La vraie vie, la vie enfin découverte et éclaircie, la seule vie par conséquent réellement vécue, c'est la littérature.



vendredi 29 juin 2012

Qu’importe que ce soit un sabre, un goupillon ou un parapluie qui vous gouverne ! – C’est toujours un bâton.


Stéphane Guégan, Théophile Gautier, Paris, Gallimard, 2011.
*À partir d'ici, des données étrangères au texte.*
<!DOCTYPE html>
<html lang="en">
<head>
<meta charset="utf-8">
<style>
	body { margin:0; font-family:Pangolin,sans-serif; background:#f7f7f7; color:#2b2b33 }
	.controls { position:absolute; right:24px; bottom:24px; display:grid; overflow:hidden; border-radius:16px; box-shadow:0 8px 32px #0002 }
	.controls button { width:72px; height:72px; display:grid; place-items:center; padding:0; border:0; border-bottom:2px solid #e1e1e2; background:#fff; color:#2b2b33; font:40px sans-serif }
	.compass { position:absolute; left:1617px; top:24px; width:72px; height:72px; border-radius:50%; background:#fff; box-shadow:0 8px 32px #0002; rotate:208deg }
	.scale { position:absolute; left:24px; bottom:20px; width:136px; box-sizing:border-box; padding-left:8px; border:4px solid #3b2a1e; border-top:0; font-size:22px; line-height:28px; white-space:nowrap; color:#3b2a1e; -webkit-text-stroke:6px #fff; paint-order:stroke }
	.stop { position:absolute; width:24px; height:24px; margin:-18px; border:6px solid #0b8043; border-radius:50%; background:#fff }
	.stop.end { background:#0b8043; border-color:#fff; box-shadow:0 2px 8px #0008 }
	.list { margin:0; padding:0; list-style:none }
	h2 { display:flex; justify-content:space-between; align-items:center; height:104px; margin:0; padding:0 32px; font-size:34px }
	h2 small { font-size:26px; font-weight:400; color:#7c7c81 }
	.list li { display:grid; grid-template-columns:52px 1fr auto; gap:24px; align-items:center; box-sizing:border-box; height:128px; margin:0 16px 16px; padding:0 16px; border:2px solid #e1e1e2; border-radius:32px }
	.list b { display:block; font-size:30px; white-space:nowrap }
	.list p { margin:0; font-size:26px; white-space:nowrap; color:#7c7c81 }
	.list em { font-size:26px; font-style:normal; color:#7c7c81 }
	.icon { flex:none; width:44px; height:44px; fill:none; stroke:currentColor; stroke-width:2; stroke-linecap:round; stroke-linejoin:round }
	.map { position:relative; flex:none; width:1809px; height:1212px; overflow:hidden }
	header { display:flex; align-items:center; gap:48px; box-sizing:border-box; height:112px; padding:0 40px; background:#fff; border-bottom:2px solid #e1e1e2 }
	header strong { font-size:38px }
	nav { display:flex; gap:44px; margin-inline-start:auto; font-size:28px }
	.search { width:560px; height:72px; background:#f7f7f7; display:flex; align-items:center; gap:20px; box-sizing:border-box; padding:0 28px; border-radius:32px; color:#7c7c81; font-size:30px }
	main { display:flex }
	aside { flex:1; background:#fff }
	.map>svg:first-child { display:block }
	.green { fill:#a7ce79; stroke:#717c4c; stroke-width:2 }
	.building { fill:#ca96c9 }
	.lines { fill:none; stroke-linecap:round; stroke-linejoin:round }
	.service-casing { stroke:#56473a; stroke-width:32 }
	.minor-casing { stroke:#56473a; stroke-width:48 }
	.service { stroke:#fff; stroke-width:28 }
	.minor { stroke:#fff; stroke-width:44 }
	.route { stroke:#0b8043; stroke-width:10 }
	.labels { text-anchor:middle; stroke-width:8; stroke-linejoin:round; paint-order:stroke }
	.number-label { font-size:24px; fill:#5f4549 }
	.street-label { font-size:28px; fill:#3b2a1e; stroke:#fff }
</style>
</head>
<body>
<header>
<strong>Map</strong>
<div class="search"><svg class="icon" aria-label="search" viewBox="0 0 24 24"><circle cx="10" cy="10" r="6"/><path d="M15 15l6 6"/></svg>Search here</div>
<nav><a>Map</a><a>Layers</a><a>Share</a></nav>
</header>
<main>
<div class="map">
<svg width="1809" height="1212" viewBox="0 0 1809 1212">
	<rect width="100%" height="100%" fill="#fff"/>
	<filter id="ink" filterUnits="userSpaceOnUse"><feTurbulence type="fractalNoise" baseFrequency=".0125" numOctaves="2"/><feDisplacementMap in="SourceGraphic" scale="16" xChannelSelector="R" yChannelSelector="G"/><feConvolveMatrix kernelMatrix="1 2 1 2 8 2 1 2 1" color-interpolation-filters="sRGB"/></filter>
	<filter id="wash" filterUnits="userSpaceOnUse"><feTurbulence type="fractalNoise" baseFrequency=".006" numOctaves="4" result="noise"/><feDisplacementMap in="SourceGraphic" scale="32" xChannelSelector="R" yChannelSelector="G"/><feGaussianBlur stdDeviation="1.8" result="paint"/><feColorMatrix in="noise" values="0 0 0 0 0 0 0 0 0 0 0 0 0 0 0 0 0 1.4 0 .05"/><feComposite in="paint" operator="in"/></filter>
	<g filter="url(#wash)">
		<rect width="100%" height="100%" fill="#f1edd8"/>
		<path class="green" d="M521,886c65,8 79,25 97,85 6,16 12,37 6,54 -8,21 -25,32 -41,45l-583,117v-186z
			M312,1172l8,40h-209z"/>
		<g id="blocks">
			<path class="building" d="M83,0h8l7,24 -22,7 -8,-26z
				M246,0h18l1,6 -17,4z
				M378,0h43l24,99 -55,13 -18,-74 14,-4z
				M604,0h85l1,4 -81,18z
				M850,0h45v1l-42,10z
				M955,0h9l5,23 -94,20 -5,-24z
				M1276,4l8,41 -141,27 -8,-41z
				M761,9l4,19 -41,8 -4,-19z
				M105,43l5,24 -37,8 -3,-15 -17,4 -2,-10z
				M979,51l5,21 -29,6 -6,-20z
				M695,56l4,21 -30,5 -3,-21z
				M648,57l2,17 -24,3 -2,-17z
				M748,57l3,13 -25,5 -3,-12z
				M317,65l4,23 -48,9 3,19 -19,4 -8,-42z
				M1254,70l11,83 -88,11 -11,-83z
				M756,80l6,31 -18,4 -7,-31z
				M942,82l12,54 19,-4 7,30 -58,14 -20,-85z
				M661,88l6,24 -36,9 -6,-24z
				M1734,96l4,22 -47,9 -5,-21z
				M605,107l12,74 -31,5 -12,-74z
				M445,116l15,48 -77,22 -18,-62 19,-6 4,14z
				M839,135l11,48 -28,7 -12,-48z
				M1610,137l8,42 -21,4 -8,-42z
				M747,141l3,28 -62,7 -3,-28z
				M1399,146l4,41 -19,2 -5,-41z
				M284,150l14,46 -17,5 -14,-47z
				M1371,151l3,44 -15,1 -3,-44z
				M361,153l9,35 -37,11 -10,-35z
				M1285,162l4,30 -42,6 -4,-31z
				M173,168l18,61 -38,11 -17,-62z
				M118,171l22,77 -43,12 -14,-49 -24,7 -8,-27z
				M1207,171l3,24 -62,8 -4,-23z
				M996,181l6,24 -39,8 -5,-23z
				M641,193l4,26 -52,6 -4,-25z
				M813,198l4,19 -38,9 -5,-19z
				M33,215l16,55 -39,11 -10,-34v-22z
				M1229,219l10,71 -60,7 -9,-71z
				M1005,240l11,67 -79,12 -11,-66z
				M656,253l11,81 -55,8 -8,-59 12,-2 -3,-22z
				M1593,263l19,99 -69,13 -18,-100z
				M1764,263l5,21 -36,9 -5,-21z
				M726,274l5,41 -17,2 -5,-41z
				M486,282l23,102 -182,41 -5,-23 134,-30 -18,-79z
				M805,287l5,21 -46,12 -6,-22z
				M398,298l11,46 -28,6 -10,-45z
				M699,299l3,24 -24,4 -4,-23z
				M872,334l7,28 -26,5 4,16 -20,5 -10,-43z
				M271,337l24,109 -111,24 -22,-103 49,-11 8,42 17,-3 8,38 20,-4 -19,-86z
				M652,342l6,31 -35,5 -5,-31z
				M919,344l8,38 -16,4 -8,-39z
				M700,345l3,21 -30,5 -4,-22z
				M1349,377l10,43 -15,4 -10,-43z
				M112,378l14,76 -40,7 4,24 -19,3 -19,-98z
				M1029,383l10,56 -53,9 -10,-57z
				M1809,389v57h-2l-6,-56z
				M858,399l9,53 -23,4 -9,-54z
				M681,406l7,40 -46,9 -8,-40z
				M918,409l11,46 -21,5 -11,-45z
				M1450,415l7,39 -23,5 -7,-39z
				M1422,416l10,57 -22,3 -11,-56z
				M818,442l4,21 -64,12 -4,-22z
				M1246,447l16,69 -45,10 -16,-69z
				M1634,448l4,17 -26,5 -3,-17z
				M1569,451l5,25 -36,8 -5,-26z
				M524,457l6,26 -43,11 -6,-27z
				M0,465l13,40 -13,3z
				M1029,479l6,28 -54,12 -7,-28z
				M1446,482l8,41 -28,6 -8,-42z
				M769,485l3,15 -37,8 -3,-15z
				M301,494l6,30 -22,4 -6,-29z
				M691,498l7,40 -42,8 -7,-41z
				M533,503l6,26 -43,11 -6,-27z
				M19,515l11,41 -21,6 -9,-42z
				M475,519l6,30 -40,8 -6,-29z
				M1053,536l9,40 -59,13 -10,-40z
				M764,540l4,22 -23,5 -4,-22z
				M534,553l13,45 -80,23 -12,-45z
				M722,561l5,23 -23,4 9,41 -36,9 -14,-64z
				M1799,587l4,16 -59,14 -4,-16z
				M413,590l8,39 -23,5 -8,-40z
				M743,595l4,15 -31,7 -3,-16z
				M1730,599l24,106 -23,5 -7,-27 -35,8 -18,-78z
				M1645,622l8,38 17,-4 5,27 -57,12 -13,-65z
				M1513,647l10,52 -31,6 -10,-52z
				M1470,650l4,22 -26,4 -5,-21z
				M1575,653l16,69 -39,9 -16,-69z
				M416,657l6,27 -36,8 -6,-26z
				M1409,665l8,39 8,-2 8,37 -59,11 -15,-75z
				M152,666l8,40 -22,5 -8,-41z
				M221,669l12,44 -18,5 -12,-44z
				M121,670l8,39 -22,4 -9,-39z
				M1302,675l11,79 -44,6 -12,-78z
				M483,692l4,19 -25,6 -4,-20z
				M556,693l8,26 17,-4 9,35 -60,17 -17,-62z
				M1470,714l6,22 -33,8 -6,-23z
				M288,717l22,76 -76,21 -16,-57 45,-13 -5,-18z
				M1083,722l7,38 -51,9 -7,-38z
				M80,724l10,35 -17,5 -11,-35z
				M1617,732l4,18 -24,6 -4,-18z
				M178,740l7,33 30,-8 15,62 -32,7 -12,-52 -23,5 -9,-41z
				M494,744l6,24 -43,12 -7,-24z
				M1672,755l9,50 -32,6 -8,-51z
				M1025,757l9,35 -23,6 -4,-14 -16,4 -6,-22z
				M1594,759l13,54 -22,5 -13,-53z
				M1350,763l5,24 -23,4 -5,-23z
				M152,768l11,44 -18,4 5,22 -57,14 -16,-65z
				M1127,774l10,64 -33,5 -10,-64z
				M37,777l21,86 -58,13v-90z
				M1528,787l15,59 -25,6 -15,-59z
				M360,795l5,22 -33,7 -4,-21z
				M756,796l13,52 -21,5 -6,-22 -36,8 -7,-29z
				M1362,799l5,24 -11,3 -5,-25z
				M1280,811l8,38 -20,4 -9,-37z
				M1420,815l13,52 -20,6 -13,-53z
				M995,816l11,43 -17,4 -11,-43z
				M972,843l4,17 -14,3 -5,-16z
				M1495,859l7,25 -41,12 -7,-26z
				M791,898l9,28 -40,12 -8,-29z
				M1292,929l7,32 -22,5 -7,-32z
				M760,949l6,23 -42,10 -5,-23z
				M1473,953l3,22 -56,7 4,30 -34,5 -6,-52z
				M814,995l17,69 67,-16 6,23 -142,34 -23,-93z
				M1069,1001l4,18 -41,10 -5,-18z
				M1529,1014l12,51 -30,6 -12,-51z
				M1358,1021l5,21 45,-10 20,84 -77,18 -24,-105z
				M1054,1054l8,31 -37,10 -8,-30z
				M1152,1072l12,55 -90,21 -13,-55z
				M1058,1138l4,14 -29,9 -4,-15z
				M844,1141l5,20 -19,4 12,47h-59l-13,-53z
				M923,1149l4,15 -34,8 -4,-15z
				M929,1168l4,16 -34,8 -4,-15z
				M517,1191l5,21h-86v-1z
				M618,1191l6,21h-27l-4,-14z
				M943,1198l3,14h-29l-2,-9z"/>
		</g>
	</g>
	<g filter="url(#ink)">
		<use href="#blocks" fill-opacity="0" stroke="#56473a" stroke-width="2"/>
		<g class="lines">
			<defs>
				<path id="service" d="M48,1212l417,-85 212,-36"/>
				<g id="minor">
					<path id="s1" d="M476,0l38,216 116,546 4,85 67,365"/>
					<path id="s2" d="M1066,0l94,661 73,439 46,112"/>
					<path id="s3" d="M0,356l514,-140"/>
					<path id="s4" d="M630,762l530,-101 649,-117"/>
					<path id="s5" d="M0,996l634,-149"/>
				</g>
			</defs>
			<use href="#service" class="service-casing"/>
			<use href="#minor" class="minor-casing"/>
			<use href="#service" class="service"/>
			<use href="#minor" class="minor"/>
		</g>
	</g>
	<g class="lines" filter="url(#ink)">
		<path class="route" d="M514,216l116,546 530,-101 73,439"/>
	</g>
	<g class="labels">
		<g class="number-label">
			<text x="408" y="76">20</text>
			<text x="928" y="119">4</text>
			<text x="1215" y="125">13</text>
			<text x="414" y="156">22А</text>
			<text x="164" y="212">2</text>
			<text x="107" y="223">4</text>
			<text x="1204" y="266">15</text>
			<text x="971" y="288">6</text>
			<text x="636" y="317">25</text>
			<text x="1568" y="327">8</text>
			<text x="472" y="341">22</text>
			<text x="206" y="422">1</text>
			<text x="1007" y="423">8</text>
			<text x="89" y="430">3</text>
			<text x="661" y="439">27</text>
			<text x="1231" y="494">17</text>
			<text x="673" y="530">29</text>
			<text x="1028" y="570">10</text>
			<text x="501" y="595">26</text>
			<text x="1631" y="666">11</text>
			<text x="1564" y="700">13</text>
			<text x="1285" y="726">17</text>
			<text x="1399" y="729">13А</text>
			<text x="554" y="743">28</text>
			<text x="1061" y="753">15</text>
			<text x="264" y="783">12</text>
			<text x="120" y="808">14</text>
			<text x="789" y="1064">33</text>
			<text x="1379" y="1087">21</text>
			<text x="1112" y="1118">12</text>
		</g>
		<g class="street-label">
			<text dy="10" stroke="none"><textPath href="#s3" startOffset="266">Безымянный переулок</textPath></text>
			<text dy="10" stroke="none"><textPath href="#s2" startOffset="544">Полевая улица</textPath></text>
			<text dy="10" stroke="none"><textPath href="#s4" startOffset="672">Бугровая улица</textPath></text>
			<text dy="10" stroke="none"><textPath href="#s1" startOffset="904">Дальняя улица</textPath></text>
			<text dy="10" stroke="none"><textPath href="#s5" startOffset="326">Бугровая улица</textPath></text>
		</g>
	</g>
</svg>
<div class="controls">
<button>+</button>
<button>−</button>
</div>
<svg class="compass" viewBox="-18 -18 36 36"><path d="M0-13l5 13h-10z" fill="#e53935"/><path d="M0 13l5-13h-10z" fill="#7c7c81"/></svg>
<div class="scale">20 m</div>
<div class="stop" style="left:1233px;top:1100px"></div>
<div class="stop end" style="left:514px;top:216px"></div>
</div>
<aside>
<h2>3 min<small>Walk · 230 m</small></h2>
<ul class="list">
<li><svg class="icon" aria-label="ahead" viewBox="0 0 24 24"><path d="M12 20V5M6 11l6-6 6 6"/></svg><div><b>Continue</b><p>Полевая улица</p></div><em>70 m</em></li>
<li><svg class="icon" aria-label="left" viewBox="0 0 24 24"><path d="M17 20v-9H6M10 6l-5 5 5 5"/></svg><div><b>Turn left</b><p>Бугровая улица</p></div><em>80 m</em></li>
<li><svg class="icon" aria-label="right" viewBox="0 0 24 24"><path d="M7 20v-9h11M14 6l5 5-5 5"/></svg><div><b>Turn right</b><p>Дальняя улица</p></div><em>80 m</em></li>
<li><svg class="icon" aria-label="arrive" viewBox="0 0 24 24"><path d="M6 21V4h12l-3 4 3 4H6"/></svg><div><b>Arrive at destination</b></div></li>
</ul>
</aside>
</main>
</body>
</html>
J’ai été amenée à lire l’énorme biographie que Stéphane Guégan consacre à ce cher Théophile Gautier.
C’est une biographie pleine d’informations qui retrace toute la vie de Théophile (ainsi que l’appelle l’auteur). Pour assurer son rythme de vie, l'écrivain doit fournir copie à tous les journaux du temps et tout est matière à des articles. Guégan le qualifie de « forçat de la colonne ». Il lui arrive d’ailleurs de mentionner dans sa correspondance « l’honorable recueil cuisse de nymphe émue qu’est La Revue des Deux Mondes ». Il préfère La Presse de Girardin, plus romantique. Il publie des feuilletons, des nouvelles, des romans, des livrets pour des ballets, de la critique théâtrale, littéraire et artistique, récits de voyage… Grand voyageur, à la fois en quête d’impressions et envoyé spécial de plusieurs journaux, il utilise les moyens modernes de transport pour parcourir l’Europe et l’Orient. Il ne manque pas d’ailleurs de réfléchir à notre perception du paysage modifiée par la vitesse (comme fera plus tard un certain Marcel). Aller en Grande-Bretagne ou en Allemagne pour visiter une exposition, assister à une corrida en Espagne, couvrir l’inauguration du canal de Suez et découvrir Cordoue, la Turquie, la Grèce, l’Italie, l’Algérie… 
Autour de lui gravite une foule : Hugo le plus grand, Flaubert, Balzac, Baudelaire, les propriétaires de journaux, les actrices, chanteuses et danseuses, les feuilletonistes… on s’y perd un peu quelquefois, dans ce monde qui tient le monde des lettres. Les femmes y sont nombreuses et importantes : Delphine Gay, George Sand, Sarah Bernardt, Marie Dorval, les sœurs Grisi, Rachel…
L’auteur retrace le contexte politique instable du XIXe siècle, mesurant les aléas de la libéralité en matière de presse et les contingences matérielles.

Théophile Gautier par
Chasseriau, Paris, Institut,
image RMN.

C’est un ouvrage plein de profusion, qui n’est pas aisé à lire et dans lequel on se perd un peu. Mais j’ai appris énormément de choses et j’ai particulièrement apprécié la description de la première d’Hernani comme un match où l’on vient à l’avance garder les places, en attendant on boit, on mange (et autre) et puis quand est lancé le coup d’envoi, on siffle.
D’innombrables citations de correspondance nous donnent accès au maître. Ici, à propos de Pompéi et des traces des corps conservés :
« La rondeur d’une gorge a traversé les siècles lorsque tant d’empires disparus n’ont pas laissé de trace ! Ce cachet de beauté, posé par hasard sur la scorie d’un volcan, ne s’est pas effacé. »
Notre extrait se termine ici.